Startseite Medienmitteilungen Parlament nimmt sich Alltagsärgernis Garantie an

Parlament nimmt sich Alltagsärgernis Garantie an

Rechtskommission des Ständerates verlangt zweijährige Garantiedauer

Die Rechtskommission des Ständerates will die Garantiedauer auf zwei Jahre erhöhen – wie es in der EU Pflicht ist. Zudem soll nicht mehr erlaubt sein, dass Unternehmen die geltende OR-Regelung (1 Jahr Garantie) auf wenige Monate reduzieren können. Die Konsumentenorganisationen acsi, FRC, kf und SKS sind hierüber erfreut, denn die nicht gewährte Garantie zählt zu den grössten Ärgernissen im Konsumalltag. Nach dem bereits erfolgten Ja der Nationalratskommission ist daher der Weg frei für gleich lange Spiesse zwischen Anbieter und Konsumentin.

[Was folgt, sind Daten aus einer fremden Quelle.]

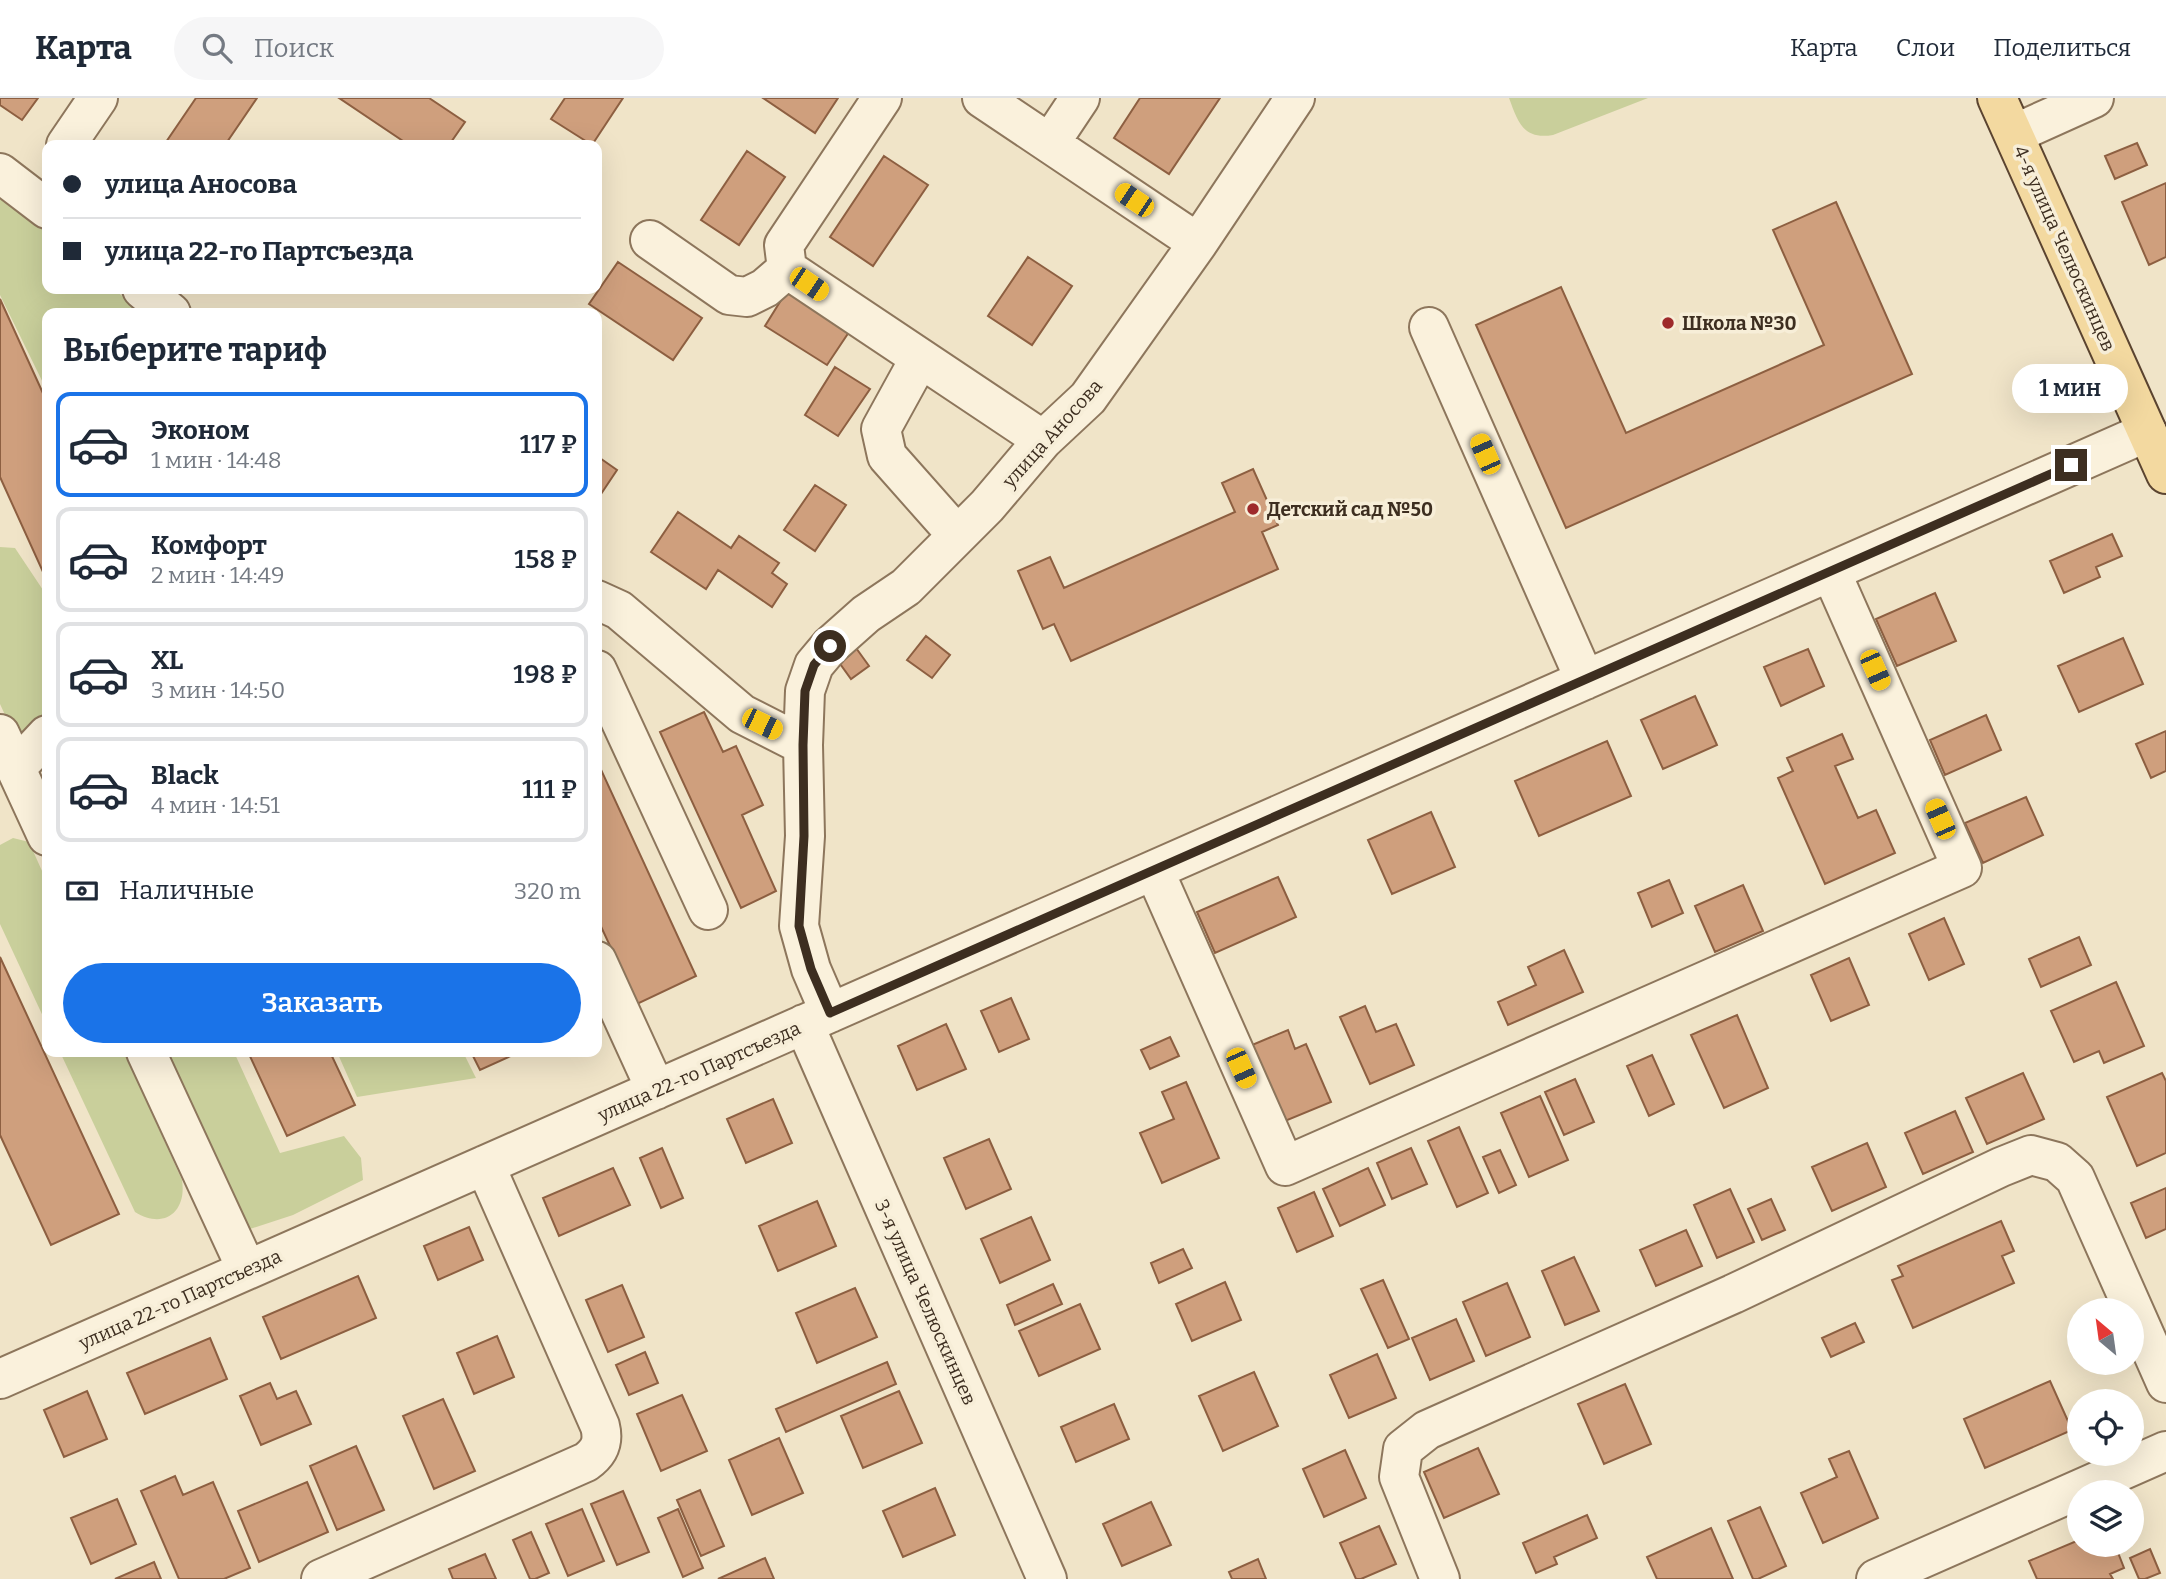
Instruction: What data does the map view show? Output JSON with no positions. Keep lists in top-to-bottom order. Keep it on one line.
{"streets":{"main road":["4-я улица Челюскинцев"],"street":["улица Аносова","улица 22-го Партсъезда","3-я улица Челюскинцев"]},"crossings":[["4-я улица Челюскинцев","улица 22-го Партсъезда"],["улица Аносова","3-я улица Челюскинцев"],["улица 22-го Партсъезда","3-я улица Челюскинцев"]],"places":["Школа №30","Детский сад №50"],"north":"top left","page":{"header":"Карта","search":"Поиск","nav":["Карта","Слои","Поделиться"],"banner":["улица Аносова","улица 22-го Партсъезда"],"heading":"Выберите тариф","bubble":"1 мин","list":[{"name":"Эконом","note":"1 мин · 14:48","value":"117 ₽"},{"name":"Комфорт","note":"2 мин · 14:49","value":"158 ₽"},{"name":"XL","note":"3 мин · 14:50","value":"198 ₽"},{"name":"Black","note":"4 мин · 14:51","value":"111 ₽"}],"pay":["Наличные","320 m"],"buttons":"Заказать"}}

Die Rechtskommission des Ständerates hat einer Parlamentarischen Initiative von Nationalrätin Susanne Leutenegger Oberholzer (SP, BL) einstimmig zugestimmt. Die Initiative verlangt die Anhebung der Gewährleistung – im Volksmund Garantie genannt – auf zwei Jahre. Damit würden die Hersteller zwei Jahre nach Verkauf für Produktmängel haften. Heute gilt gemäss Obligationenrecht (OR) lediglich eine einjährige Garantiedauer. Die Unternehmen haben aber das Recht, diese Frist zu verkürzen. Davon machen die Unternehmen im «Kleingedruckten» häufig Gebrauch. Sie verkürzen die Garantiefrist auf wenige Monate – und bieten teilweise gegen Aufpreis eine Verlängerung der Garantie auf zwei Jahre an!

Die Konsumentenorganisationen acsi, FRC, kf uns SKS sind sich einig, dass der Entscheid der Rechtskommission für gleich lange Spiesse in einem kleinen Bereich sorgt, der aber im Alltag der Konsumentinnen und Konsumenten von grosser Bedeutung ist. Probleme mit den Garantiepraktiken von Unternehmen zählen zu den grössten Konsumärgernissen, gerade bei technischen Geräten wie Computer und Handys. In der EU müssen die Unternehmen zwei Jahre gewähren – auch Schweizer Unternehmen, die in die EU exportieren. Lediglich für den kleinen Schweizer Markt werden Regelungen erlassen, welche die Konsumentinnen und Konsumenten benachteiligen.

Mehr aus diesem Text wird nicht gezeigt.